A big part of the pitch for its Plus service is that as companies grow, its Shopify Plus offering can automate any type of repetitive task, freeing up companies’ often small staffs to focus on other areas. Abaza said that through an app only available to Shopify Plus members called Shopify Flow, companies can automate almost every aspect of a campaign, from reordering inventory to audience segmentation. If a customer buys a certain shade of lipstick either online or in-store, that person is tagged and can be retargeted to later, Abaza said. Also through Shopify Plus, companies are alerted to potential fraudulent online orders. If an order comes in that is unusually high, Shopify Plus will flag it. Companies that join Shopify Plus also have access to ad agencies and vendors that traditionally cater to larger businesses, as well as the company’s new physical store services.
The offer is working so far.
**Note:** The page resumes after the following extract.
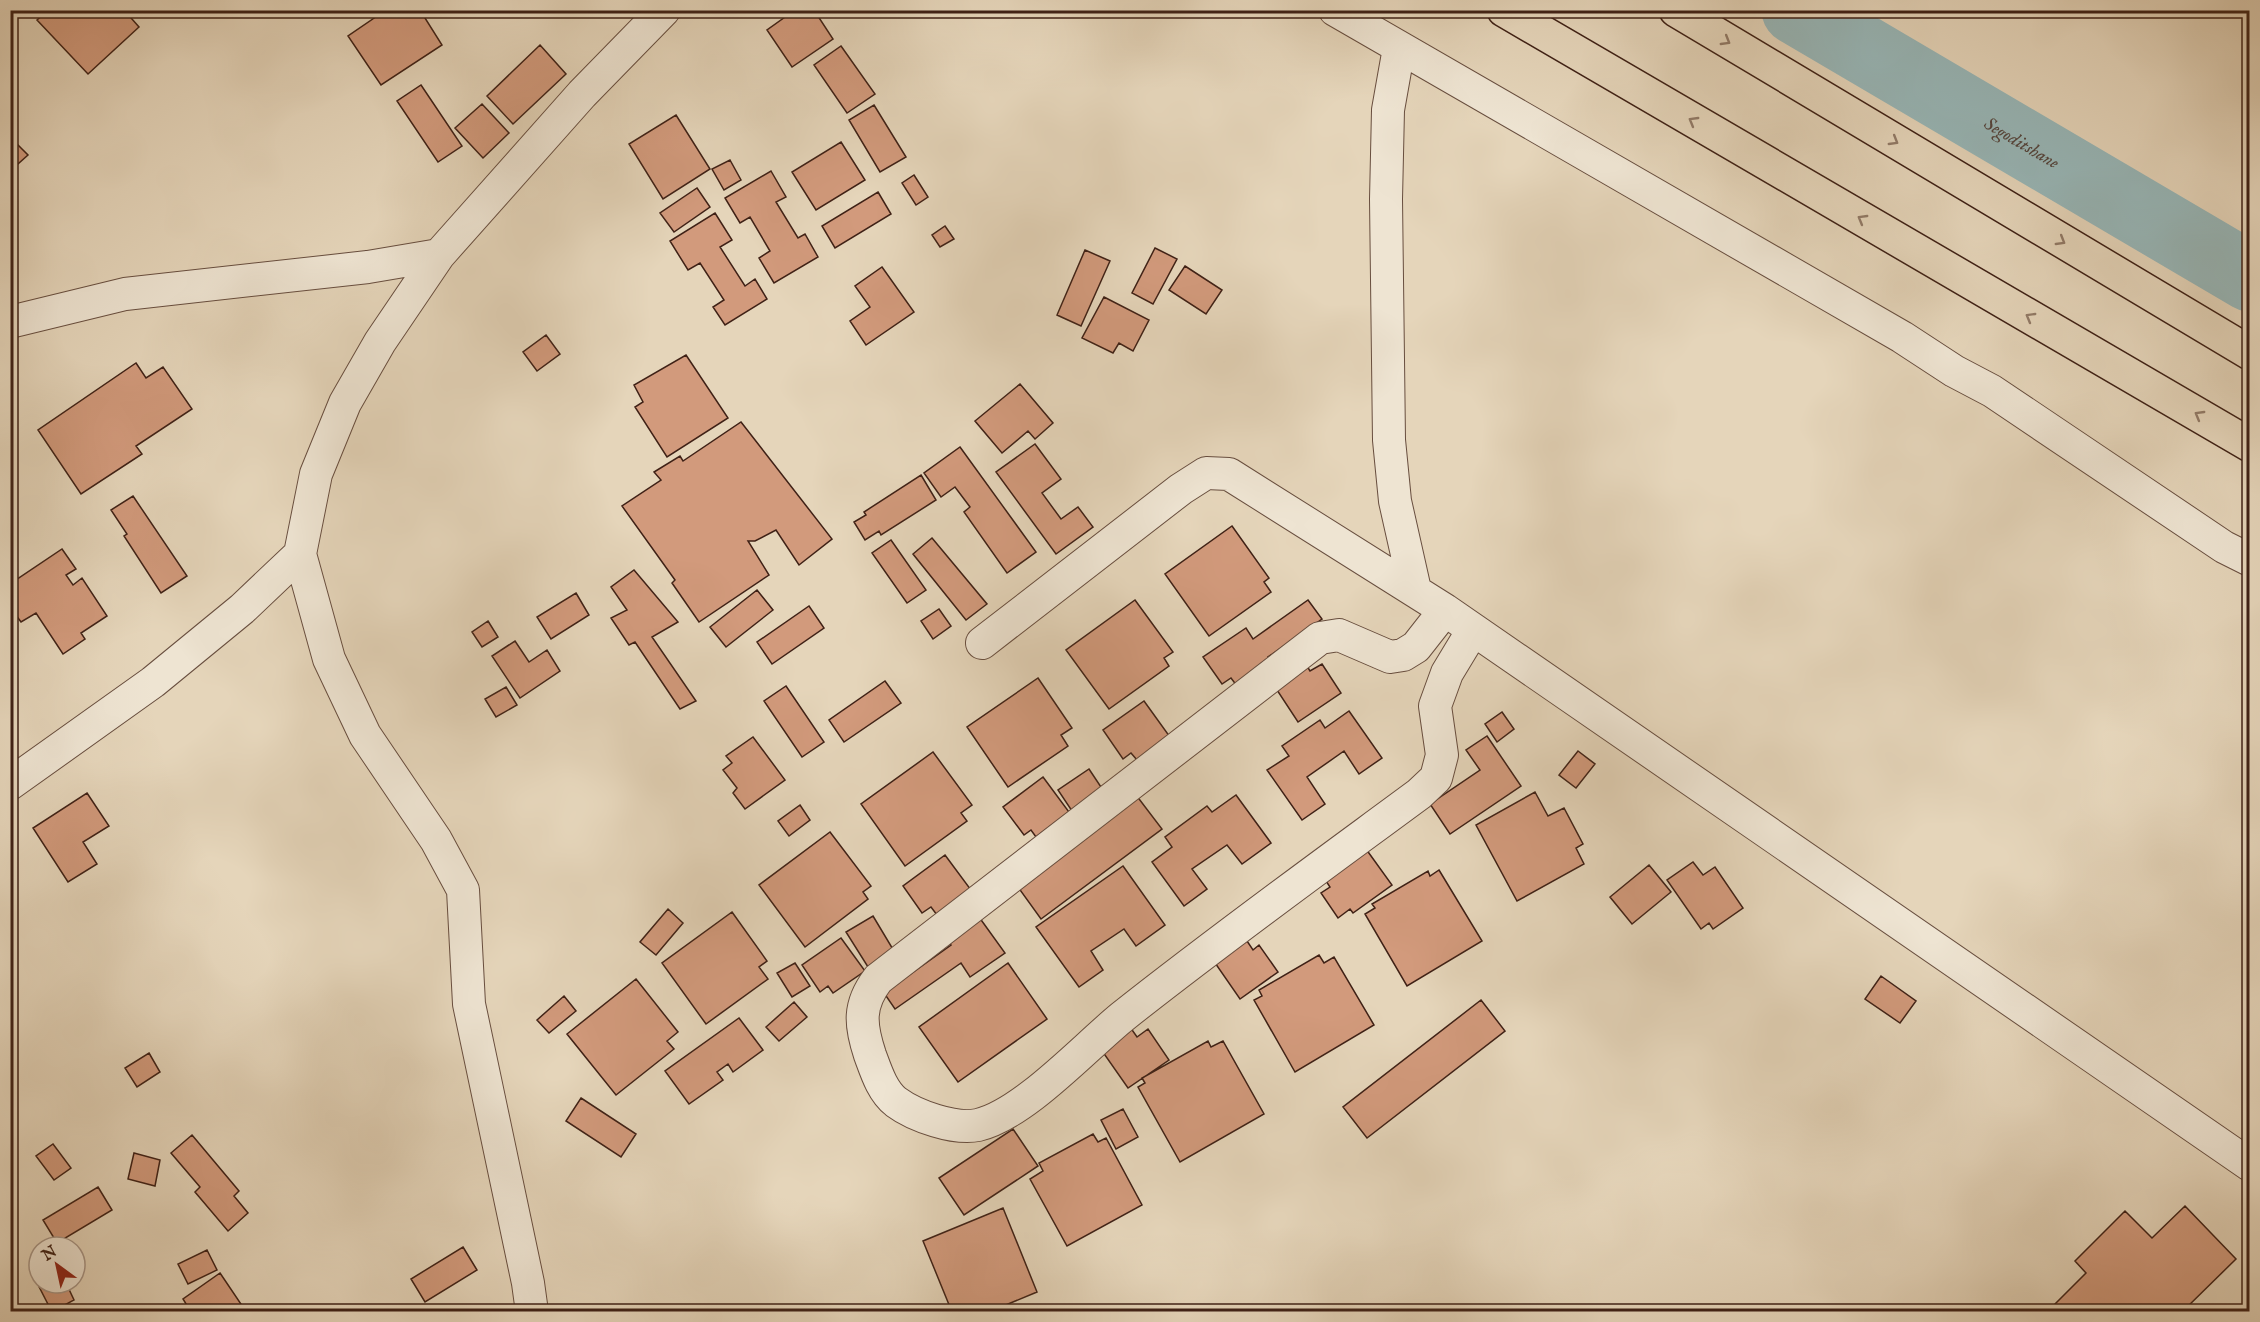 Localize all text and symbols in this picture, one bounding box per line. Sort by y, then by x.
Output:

In the last quarter alone, Shopify Plus has attracted companies like DeBeers, CoverGirl and Reckitt Benckiser. It also has deals in place with GE, Red Bull, Budweiser and Nestlé. Others are coming back to the platform because of the service. Gymwear company GymShark grew too big for Shopify, moved its service to Adobe’s Magento and then moved back to Shopify when Shopify Plus launched. In March 2018, Shopify announced in its earnings that it had more than 3,600 companies part of the program, but Abaza said to expect that number to be much higher in the company’s upcoming earnings.
Rebecca Minkoff is one retailer that didn’t start out online that uses Shopify Plus to power the direct-to-consumer portion of its business. The company has found it was generated powerful insights so far. Speaking at the conference, Uri Minkoff, CEO of Rebecca Minkoff, said the company has seen 40 percent of customers add more to their shopping carts online after seeing the recommendations Shopify automates based on past purchases. Minkoff also said the company changed around its pricing structure after seeing that most of the product being purchased online were items under $200 and over $800, and not between $295 and $595, which was previously thought. “There’s this high-low thing happening and we won’t have known that until we saw the pairing of product go into the fitting room,” he said.